Leigh Hunt fissò con sospetto il proprietario del locale. — Come la a sapere che veniamo dalla Rete?

Leweski esplose in una risata che fece svolazzare le banderuole segnavento sul colmo del tetto. — Ah! Difficile da dedurre, eh? Venite qui all'alba in compagnia di Theo… pensate che dia a tutti un passaggio fin qui?… e avete abiti di lana quando qui non ci sono pecore.

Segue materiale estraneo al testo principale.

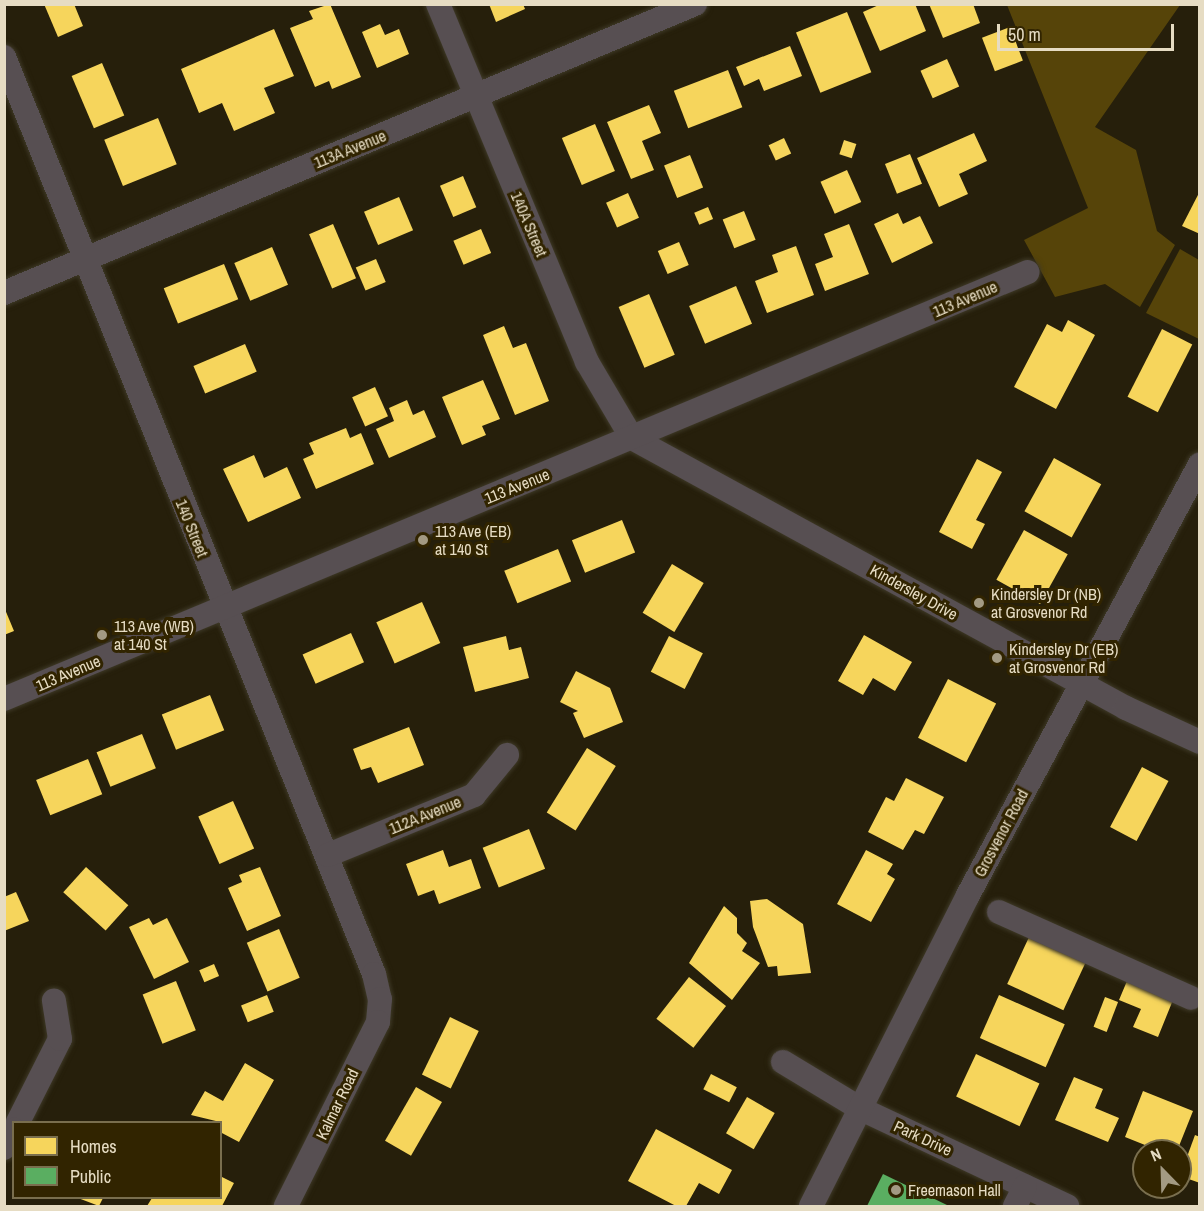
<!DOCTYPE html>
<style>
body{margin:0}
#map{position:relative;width:1204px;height:1211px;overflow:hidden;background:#261f0b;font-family:"Archivo Narrow",sans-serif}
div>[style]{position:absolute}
.green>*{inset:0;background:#564409}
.homes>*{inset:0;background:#f6d55c;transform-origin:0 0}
.public>*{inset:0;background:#5aae61}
.roads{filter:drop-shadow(0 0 2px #3e3927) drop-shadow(0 0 2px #3e3927)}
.minor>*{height:24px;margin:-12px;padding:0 12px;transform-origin:12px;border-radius:12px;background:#574f52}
.dots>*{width:16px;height:16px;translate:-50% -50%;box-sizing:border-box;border:3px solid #312400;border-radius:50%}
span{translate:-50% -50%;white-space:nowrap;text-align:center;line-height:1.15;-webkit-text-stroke:6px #312400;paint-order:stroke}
.street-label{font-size:16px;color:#e6dcc3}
.poi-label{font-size:16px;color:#e6dcc3}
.left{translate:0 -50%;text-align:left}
.frame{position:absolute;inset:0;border:6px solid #e6dcc3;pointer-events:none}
.legend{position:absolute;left:12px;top:1121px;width:210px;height:78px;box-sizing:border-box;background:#312400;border:2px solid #796e4e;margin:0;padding:8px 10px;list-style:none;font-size:18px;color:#e6dcc3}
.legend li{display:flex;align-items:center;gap:12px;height:30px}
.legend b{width:30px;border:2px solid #796e4e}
.north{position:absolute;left:1132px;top:1139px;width:60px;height:60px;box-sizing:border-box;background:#312400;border:2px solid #796e4e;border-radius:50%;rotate:337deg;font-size:16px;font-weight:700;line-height:24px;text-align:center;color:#e6dcc3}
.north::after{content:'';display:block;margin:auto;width:21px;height:27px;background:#a39a83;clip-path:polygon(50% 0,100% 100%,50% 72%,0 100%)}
.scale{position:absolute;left:997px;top:24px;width:177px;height:27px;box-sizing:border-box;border:3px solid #e6dcc3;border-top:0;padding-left:8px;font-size:18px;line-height:21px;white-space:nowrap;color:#e6dcc3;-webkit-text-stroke:4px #312400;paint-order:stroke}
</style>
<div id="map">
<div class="green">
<i style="clip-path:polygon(1007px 5px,1180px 5px,1095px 127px,1136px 150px,1157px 231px,1175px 245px,1140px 307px,1105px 284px,1055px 297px,1024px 240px,1088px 208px)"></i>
<i style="clip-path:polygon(1180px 249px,1199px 260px,1199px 339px,1146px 313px)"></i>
</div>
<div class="homes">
<i style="clip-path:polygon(44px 4px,74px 4px,83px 26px,58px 37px)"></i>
<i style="clip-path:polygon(330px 4px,361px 77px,332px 89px,329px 81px,315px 87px,290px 28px,313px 19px,309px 11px)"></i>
<i style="clip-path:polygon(489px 4px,523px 4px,525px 9px,496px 22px)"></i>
<i style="clip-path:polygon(881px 4px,915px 4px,926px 31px,880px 51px,863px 12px)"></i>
<i style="clip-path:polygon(929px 4px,973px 4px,980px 23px,943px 38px)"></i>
<i style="left:847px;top:12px;width:65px;height:55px;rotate:68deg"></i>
<i style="clip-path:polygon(380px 24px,385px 35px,399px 29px,409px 54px,377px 68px,362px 32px)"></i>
<i style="left:1010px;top:27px;width:36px;height:30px;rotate:69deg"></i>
<i style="clip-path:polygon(274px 29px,294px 76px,264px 88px,275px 113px,234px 131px,222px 103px,199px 113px,181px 69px)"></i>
<i style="clip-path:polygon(790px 46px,802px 76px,764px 91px,759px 79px,744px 86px,736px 67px)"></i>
<i style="left:947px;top:59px;width:30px;height:29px;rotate:66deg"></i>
<i style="left:102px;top:63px;width:57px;height:33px;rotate:67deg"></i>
<i style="left:728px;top:70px;width:40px;height:58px;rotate:69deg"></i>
<i style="clip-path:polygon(649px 105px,661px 133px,642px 141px,654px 170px,631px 179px,607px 122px)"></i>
<i style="left:158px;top:118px;width:50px;height:58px;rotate:68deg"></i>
<i style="left:595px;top:124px;width:51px;height:36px;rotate:67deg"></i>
<i style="clip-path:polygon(974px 133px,987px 161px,959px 174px,968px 194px,939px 207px,917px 158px)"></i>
<i style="left:784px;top:138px;width:17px;height:17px;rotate:65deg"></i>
<i style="left:844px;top:140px;width:13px;height:15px;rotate:18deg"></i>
<i style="left:910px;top:154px;width:32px;height:27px;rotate:68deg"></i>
<i style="left:690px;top:155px;width:35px;height:28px;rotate:68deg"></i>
<i style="left:847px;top:170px;width:35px;height:29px;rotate:66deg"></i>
<i style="left:463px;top:176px;width:34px;height:25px;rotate:67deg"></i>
<i style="clip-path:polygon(1200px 191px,1200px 234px,1182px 226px)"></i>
<i style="left:628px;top:193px;width:27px;height:24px;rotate:66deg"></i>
<i style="left:399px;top:197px;width:36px;height:38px;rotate:67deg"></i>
<i style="left:708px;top:207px;width:13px;height:15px;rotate:67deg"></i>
<i style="left:744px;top:211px;width:31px;height:23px;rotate:68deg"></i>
<i style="clip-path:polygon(898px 213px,903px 224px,920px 216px,933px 243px,892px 263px,874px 224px)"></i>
<i style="left:333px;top:224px;width:59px;height:26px;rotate:67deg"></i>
<i style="clip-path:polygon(849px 224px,869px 274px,825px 291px,815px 264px,833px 257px,824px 234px)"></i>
<i style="left:481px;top:229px;width:26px;height:30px;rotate:67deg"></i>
<i style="left:679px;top:242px;width:25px;height:23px;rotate:67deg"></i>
<i style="clip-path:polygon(796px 246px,814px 295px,767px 313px,755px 281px,778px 272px,772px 255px)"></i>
<i style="left:272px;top:247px;width:41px;height:41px;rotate:67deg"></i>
<i style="left:376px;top:259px;width:25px;height:22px;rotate:67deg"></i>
<i style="left:224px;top:264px;width:38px;height:65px;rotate:68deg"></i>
<i style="left:736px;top:286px;width:41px;height:51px;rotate:67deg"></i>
<i style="left:649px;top:294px;width:66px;height:33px;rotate:67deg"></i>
<i style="clip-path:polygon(1068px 320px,1095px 335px,1056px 409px,1014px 387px,1047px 324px,1062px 332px)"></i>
<i style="clip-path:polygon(504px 326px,513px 348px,526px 343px,549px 401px,515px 415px,483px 335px)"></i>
<i style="left:1162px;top:329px;width:34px;height:76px;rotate:27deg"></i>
<i style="left:245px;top:344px;width:30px;height:56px;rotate:67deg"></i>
<i style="clip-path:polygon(483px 380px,500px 419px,482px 426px,486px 435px,462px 445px,442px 397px)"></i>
<i style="left:375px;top:387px;width:32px;height:25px;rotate:66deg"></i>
<i style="clip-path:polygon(407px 400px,413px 415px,424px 410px,436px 437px,389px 458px,376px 429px,394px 421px,389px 408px)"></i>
<i style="clip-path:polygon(346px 428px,350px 438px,361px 433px,374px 464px,316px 489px,303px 459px,314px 454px,309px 443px)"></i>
<i style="clip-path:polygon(254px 455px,264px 478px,287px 467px,301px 498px,248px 522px,223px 469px)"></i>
<i style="left:1054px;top:458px;width:54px;height:61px;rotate:29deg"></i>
<i style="clip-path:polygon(977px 459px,1002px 472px,976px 520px,985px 524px,972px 549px,939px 532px)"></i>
<i style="left:622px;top:520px;width:35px;height:54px;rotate:68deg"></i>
<i style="left:1024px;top:530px;width:50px;height:57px;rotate:29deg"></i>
<i style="left:558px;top:549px;width:35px;height:58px;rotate:68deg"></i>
<i style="left:672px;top:564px;width:37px;height:57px;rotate:31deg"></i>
<i style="left:422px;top:602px;width:45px;height:50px;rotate:66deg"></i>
<i style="clip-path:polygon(4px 607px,14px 631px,4px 635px)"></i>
<i style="left:351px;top:633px;width:32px;height:53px;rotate:66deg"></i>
<i style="clip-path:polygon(864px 635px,912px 662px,895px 691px,873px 678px,863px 695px,838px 681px)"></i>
<i style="clip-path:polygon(506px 636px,509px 650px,521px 647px,529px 678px,475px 692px,463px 647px)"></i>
<i style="left:669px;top:636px;width:38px;height:40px;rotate:27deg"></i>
<i style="clip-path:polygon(576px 671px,610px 688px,623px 722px,584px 738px,573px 713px,578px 711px,560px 702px)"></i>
<i style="left:948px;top:679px;width:54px;height:66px;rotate:27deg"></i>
<i style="left:210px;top:695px;width:38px;height:52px;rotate:68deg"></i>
<i style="clip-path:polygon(409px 727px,424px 765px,378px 783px,371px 767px,361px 770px,353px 749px)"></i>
<i style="left:142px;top:734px;width:37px;height:49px;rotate:68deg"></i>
<i style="left:587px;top:748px;width:34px;height:76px;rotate:32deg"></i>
<i style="left:88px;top:759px;width:38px;height:56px;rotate:68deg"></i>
<i style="left:1142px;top:767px;width:30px;height:68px;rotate:28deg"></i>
<i style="clip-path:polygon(906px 778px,944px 797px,924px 834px,915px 830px,903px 850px,868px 832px,886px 797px,894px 801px)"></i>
<i style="left:233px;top:801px;width:52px;height:38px;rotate:66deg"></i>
<i style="left:529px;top:829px;width:43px;height:50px;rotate:68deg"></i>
<i style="clip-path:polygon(443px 850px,449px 867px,471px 859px,481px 888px,439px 904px,434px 890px,418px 896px,406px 864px)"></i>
<i style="clip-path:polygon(866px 850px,893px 864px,887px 874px,895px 879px,871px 922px,837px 904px)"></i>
<i style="left:86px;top:867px;width:57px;height:34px;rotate:42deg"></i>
<i style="clip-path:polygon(260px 867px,281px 916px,247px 931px,228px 888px,242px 882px,239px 875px)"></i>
<i style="clip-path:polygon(16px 892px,29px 921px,4px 931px,4px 897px)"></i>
<i style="clip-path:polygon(767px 899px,803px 924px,811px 973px,778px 976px,777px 966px,768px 967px,753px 927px,750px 901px)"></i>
<i style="clip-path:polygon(724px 906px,737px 918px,737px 933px,747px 943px,742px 951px,760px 963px,732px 1000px,689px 963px)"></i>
<i style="clip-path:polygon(149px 918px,153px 925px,167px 918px,189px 962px,154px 979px,129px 927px)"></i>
<i style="left:279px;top:929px;width:53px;height:35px;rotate:67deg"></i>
<i style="left:1030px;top:935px;width:62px;height:54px;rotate:25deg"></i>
<i style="left:214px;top:964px;width:13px;height:16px;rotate:67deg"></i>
<i style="left:689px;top:977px;width:47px;height:53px;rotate:38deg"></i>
<i style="left:176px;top:981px;width:53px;height:36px;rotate:68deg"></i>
<i style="clip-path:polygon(1127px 981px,1173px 1000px,1158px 1037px,1133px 1027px,1141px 1009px,1119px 1000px)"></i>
<i style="left:267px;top:995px;width:18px;height:28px;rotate:68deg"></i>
<i style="left:999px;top:995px;width:72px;height:47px;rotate:24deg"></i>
<i style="left:1105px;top:997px;width:14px;height:32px;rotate:21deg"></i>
<i style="left:450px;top:1017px;width:32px;height:64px;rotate:26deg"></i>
<i style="left:976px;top:1054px;width:70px;height:47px;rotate:25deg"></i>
<i style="clip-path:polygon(245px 1063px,274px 1080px,239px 1142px,220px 1132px,220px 1122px,191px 1115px,205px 1091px,223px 1101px)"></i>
<i style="left:711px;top:1074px;width:29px;height:17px;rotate:27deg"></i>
<i style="clip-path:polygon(1074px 1077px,1103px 1089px,1095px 1108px,1119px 1118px,1108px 1142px,1055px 1120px)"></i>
<i style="left:416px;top:1087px;width:30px;height:62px;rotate:30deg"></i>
<i style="clip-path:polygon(1143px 1091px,1193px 1111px,1177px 1151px,1147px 1151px,1145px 1145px,1125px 1137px)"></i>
<i style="left:747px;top:1097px;width:32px;height:42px;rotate:30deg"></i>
<i style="clip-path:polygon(656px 1129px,732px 1170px,719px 1194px,699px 1183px,686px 1206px,676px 1206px,628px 1181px)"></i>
<i style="clip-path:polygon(1195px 1135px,1200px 1137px,1200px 1183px,1180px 1176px)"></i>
<i style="clip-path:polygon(220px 1176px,234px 1183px,222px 1206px,147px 1206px,152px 1198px,220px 1198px)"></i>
<i style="clip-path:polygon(78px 1198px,103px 1198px,99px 1206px)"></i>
</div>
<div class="public">
<i style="clip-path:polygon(883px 1174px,949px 1206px,867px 1206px)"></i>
</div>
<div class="roads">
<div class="minor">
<i style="left:438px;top:4px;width:388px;rotate:67.4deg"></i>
<i style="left:587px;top:362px;width:88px;rotate:59.4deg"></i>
<i style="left:4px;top:57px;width:989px;rotate:68.03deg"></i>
<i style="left:374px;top:974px;width:26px;rotate:77deg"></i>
<i style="left:380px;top:999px;width:23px;rotate:95deg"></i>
<i style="left:378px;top:1022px;width:206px;rotate:116.6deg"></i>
<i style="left:4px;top:293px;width:749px;rotate:-22.7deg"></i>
<i style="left:632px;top:438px;width:563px;rotate:28.66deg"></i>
<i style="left:1126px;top:708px;width:81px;rotate:24.7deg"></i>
<i style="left:4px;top:699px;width:1109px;rotate:-22.64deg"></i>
<i style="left:328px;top:855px;width:158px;rotate:-22.3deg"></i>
<i style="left:474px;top:795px;width:52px;rotate:-50.5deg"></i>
<i style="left:999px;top:912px;width:210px;rotate:24.1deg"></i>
<i style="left:783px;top:1062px;width:91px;rotate:31.1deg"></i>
<i style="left:861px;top:1109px;width:228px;rotate:25.2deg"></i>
<i style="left:18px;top:1122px;width:93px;rotate:-63.2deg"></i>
<i style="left:60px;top:1039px;width:39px;rotate:-99deg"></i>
<i style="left:4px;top:1148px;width:21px;rotate:-61deg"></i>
<i style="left:811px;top:1206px;width:348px;rotate:-63.2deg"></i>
<i style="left:968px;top:895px;width:489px;rotate:-61.7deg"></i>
<i style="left:1015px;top:1206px;width:22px;rotate:-63deg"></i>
</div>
</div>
<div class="dots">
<i style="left:423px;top:540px;background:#a39a83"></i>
<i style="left:979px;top:603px;background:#a39a83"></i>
<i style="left:102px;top:635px;background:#a39a83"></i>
<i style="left:997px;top:658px;background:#a39a83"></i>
<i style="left:896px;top:1190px;background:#a39a83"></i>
</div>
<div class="street-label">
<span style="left:350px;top:149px;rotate:-22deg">113A Avenue</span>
<span style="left:529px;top:224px;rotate:67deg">140A Street</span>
<span style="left:965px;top:299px;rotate:-23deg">113 Avenue</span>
<span style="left:517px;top:486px;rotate:-22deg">113 Avenue</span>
<span style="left:192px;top:528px;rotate:68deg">140 Street</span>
<span style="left:914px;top:592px;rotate:29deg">Kindersley Drive</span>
<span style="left:68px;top:673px;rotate:-23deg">113 Avenue</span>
<span style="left:425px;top:815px;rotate:-22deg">112A Avenue</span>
<span style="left:1001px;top:833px;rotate:-62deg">Grosvenor Road</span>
<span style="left:337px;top:1104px;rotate:-64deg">Kalmar Road</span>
<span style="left:923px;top:1138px;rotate:25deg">Park Drive</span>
</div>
<div class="poi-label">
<span class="left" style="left:435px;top:540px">113 Ave (EB)<br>at 140 St</span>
<span class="left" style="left:991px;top:603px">Kindersley Dr (NB)<br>at Grosvenor Rd</span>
<span class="left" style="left:114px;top:635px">113 Ave (WB)<br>at 140 St</span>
<span class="left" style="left:1009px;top:658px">Kindersley Dr (EB)<br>at Grosvenor Rd</span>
<span class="left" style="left:908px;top:1190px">Freemason Hall</span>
</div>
<div class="frame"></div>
<ul class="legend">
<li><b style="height:16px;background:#f6d55c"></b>Homes</li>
<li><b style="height:16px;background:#5aae61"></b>Public</li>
</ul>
<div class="north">N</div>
<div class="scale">50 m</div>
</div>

Non siete gente della FORCE e nemmeno pezzi grossi delle piantagioni di fibroplastica… li conosco tutti! Ergo, vi siete teleportati dalla Rete alle navi e siete scesi per un buon boccone. Allora, vi preparo la colazione o aperitivi a volontà?

Theo Lane sospirò. — Trovaci un angolino tranquillo, Stan. Uova al bacon e aringhe in salamoia per me. Signori?

— Solo caffè — disse Hunt.

— Anche per me — confermai. Seguimmo il proprietario nei corridoi, su per brevi scale, giù per rampe di ferro battuto, in altri corridoi. Il locale era più basso, più buio, più pieno di fumo e più caratteristico di quanto non ricordassi dai sogni. Alcuni clienti abituali alzarono gli occhi al nostro passaggio, ma il locale era molto meno affollato. Evidentemente Lane aveva inviato i soldati a buttare fuori gli ultimi barbari della FAD che avevano occupato il locale. Passammo davanti a una finestra alta e stretta: una rapida occhiata a un mezzo corazzato della FORCE:terra fermo nel vicolo mi confermò questa ipotesi; accanto al veicolo oziavano soldati muniti di armi chiaramente cariche.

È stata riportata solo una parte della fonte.